Add OutfeedDequeue ops that allow for a dynamic device ordinal to be used.

PiperOrigin-RevId: 333388391
Change-Id: I2bbed92c3e98f7180751f07a31cbf507ef6616cb
diff --git a/tensorflow/core/api_def/base_api/api_def_OutfeedDequeueTupleV2.pbtxt b/tensorflow/core/api_def/base_api/api_def_OutfeedDequeueTupleV2.pbtxt
new file mode 100644
index 0000000..c8e044a
--- /dev/null
+++ b/tensorflow/core/api_def/base_api/api_def_OutfeedDequeueTupleV2.pbtxt
@@ -0,0 +1,38 @@
+op {
+  graph_op_name: "OutfeedDequeueTupleV2"
+  visibility: HIDDEN
+  in_arg {
+    name: "device_ordinal"
+    description: <<END
+An int scalar tensor, representing the TPU device to use. This should be -1 when
+the Op is running on a TPU device, and >= 0 when the Op is running on the CPU
+device.
+END
+  }
+  out_arg {
+    name: "outputs"
+    description: <<END
+A list of tensors that will be read from the outfeed.
+END
+  }
+  attr {
+    name: "dtypes"
+    description: <<END
+The element types of each element in `outputs`.
+END
+  }
+  attr {
+    name: "shapes"
+    description: <<END
+The shapes of each tensor in `outputs`.
+END
+  }
+  summary: <<END
+Retrieve multiple values from the computation outfeed. Device ordinal is a
+tensor allowing dynamic outfeed.
+END
+  description: <<END
+This operation will block indefinitely until data is available. Output `i`
+corresponds to XLA tuple element `i`.
+END
+}
diff --git a/tensorflow/core/api_def/base_api/api_def_OutfeedDequeueV2.pbtxt b/tensorflow/core/api_def/base_api/api_def_OutfeedDequeueV2.pbtxt
new file mode 100644
index 0000000..fc7a0b5
--- /dev/null
+++ b/tensorflow/core/api_def/base_api/api_def_OutfeedDequeueV2.pbtxt
@@ -0,0 +1,37 @@
+op {
+  graph_op_name: "OutfeedDequeueV2"
+  visibility: HIDDEN
+  in_arg {
+    name: "device_ordinal"
+    description: <<END
+An int scalar tensor, representing the TPU device to use.

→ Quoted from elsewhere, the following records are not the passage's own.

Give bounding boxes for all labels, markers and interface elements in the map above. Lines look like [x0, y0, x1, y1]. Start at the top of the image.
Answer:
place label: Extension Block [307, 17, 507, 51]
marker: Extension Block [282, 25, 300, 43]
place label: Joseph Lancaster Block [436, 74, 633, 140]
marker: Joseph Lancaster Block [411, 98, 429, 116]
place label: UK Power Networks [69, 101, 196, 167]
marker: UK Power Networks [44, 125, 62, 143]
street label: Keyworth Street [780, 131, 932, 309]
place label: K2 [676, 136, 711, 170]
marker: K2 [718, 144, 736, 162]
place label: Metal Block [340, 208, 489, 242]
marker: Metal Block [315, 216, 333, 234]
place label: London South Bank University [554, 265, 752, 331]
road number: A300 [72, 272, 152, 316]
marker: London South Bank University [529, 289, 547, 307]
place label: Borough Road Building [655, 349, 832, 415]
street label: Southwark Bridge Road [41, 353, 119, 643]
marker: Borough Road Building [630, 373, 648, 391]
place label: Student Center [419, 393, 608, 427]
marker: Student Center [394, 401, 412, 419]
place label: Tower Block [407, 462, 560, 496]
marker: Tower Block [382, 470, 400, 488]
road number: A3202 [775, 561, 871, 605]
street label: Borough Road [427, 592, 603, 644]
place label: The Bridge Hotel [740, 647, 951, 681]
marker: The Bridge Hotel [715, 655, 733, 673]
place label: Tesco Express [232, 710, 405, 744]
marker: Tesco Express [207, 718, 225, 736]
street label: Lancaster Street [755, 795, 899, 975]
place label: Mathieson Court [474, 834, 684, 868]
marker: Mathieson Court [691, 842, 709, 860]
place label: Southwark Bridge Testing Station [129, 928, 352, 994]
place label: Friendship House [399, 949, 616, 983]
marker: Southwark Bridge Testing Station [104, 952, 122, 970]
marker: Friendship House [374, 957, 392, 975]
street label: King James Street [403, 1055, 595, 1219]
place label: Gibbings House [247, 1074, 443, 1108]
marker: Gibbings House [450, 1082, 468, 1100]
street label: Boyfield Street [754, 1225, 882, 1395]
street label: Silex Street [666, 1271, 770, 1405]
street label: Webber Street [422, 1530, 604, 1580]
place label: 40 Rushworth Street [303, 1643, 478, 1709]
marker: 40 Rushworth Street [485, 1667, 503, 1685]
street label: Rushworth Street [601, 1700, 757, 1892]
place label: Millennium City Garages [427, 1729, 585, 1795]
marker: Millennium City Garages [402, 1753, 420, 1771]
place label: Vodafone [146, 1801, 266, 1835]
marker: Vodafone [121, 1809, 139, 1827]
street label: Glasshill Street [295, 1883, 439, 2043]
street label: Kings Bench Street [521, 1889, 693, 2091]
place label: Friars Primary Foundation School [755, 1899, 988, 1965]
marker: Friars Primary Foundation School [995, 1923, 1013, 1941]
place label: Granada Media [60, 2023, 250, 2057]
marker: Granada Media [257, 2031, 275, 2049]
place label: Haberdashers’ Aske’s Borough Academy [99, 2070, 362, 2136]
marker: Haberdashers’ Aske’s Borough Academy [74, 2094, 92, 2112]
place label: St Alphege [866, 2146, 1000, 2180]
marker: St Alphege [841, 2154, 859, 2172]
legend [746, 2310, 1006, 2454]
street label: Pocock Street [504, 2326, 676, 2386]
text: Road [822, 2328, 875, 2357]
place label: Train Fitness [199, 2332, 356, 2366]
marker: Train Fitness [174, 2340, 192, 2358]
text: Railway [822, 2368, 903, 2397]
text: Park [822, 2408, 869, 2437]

This should be -1 when
+the Op is running on a TPU device, and >= 0 when the Op is running on the CPU
+device.
+END
+  }
+  out_arg {
+    name: "output"
+    description: <<END
+A tensor that will be read from the device outfeed.
+END
+  }
+  attr {
+    name: "dtype"
+    description: <<END
+The type of elements in the tensor.
+END
+  }
+  attr {
+    name: "shape"
+    description: <<END
+The shape of the tensor.
+END
+  }
+  summary: <<END
+Retrieves a single tensor from the computation outfeed. Device ordinal is a
+tensor allowing dynamic outfeed.
+END
+  description: <<END
+This operation will block indefinitely until data is available.
+END
+}
diff --git a/tensorflow/core/ops/tpu_outfeed_ops.cc b/tensorflow/core/ops/tpu_outfeed_ops.cc
index e170ed0..dce19bc 100644
--- a/tensorflow/core/ops/tpu_outfeed_ops.cc
+++ b/tensorflow/core/ops/tpu_outfeed_ops.cc
@@ -16,6 +16,7 @@
 #include "tensorflow/core/framework/common_shape_fns.h"
 #include "tensorflow/core/framework/op.h"
 #include "tensorflow/core/framework/shape_inference.h"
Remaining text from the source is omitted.